# Exercise instructions
Reproduce all of the data that follows, character for character.

(Stored items)
--- START ---

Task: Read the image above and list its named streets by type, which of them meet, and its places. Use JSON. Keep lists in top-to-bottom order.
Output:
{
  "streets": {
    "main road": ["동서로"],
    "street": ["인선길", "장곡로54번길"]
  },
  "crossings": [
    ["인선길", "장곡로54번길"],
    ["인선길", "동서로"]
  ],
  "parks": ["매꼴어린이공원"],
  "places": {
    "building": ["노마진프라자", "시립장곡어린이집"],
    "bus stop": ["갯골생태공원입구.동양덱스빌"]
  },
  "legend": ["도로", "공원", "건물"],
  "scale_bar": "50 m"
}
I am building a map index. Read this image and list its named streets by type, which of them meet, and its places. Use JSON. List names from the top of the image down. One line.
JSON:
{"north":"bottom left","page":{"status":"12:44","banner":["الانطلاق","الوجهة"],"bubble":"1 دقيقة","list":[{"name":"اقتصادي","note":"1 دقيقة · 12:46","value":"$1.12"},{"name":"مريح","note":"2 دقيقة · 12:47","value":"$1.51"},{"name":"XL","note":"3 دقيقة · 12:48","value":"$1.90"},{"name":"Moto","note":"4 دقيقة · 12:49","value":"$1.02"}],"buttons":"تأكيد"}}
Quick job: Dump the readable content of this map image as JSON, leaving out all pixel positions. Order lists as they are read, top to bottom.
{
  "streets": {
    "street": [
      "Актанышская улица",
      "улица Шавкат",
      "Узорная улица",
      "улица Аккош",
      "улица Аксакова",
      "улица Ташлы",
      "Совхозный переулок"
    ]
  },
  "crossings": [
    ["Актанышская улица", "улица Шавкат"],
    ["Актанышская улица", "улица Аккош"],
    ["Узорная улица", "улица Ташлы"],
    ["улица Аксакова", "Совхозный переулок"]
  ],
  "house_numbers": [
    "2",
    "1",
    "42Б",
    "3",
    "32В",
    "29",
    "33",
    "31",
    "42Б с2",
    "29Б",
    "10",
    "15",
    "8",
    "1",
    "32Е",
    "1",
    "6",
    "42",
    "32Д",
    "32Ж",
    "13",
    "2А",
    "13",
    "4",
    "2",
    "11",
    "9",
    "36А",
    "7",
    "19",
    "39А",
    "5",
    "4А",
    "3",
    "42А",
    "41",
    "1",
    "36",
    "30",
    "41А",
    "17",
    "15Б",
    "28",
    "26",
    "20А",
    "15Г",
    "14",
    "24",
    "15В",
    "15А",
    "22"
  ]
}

--- END ---

# Answer to this problem
Task: Read the image above and list its named streets by type, which of them meet, and its places. Use JSON. Keep lists in top-to-bottom order.
Output:
{
  "streets": {
    "main road": ["동서로"],
    "street": ["인선길", "장곡로54번길"]
  },
  "crossings": [
    ["인선길", "장곡로54번길"],
    ["인선길", "동서로"]
  ],
  "parks": ["매꼴어린이공원"],
  "places": {
    "building": ["노마진프라자", "시립장곡어린이집"],
    "bus stop": ["갯골생태공원입구.동양덱스빌"]
  },
  "legend": ["도로", "공원", "건물"],
  "scale_bar": "50 m"
}
I am building a map index. Read this image and list its named streets by type, which of them meet, and its places. Use JSON. List names from the top of the image down. One line.
JSON:
{"north":"bottom left","page":{"status":"12:44","banner":["الانطلاق","الوجهة"],"bubble":"1 دقيقة","list":[{"name":"اقتصادي","note":"1 دقيقة · 12:46","value":"$1.12"},{"name":"مريح","note":"2 دقيقة · 12:47","value":"$1.51"},{"name":"XL","note":"3 دقيقة · 12:48","value":"$1.90"},{"name":"Moto","note":"4 دقيقة · 12:49","value":"$1.02"}],"buttons":"تأكيد"}}
Quick job: Dump the readable content of this map image as JSON, leaving out all pixel positions. Order lists as they are read, top to bottom.
{
  "streets": {
    "street": [
      "Актанышская улица",
      "улица Шавкат",
      "Узорная улица",
      "улица Аккош",
      "улица Аксакова",
      "улица Ташлы",
      "Совхозный переулок"
    ]
  },
  "crossings": [
    ["Актанышская улица", "улица Шавкат"],
    ["Актанышская улица", "улица Аккош"],
    ["Узорная улица", "улица Ташлы"],
    ["улица Аксакова", "Совхозный переулок"]
  ],
  "house_numbers": [
    "2",
    "1",
    "42Б",
    "3",
    "32В",
    "29",
    "33",
    "31",
    "42Б с2",
    "29Б",
    "10",
    "15",
    "8",
    "1",
    "32Е",
    "1",
    "6",
    "42",
    "32Д",
    "32Ж",
    "13",
    "2А",
    "13",
    "4",
    "2",
    "11",
    "9",
    "36А",
    "7",
    "19",
    "39А",
    "5",
    "4А",
    "3",
    "42А",
    "41",
    "1",
    "36",
    "30",
    "41А",
    "17",
    "15Б",
    "28",
    "26",
    "20А",
    "15Г",
    "14",
    "24",
    "15В",
    "15А",
    "22"
  ]
}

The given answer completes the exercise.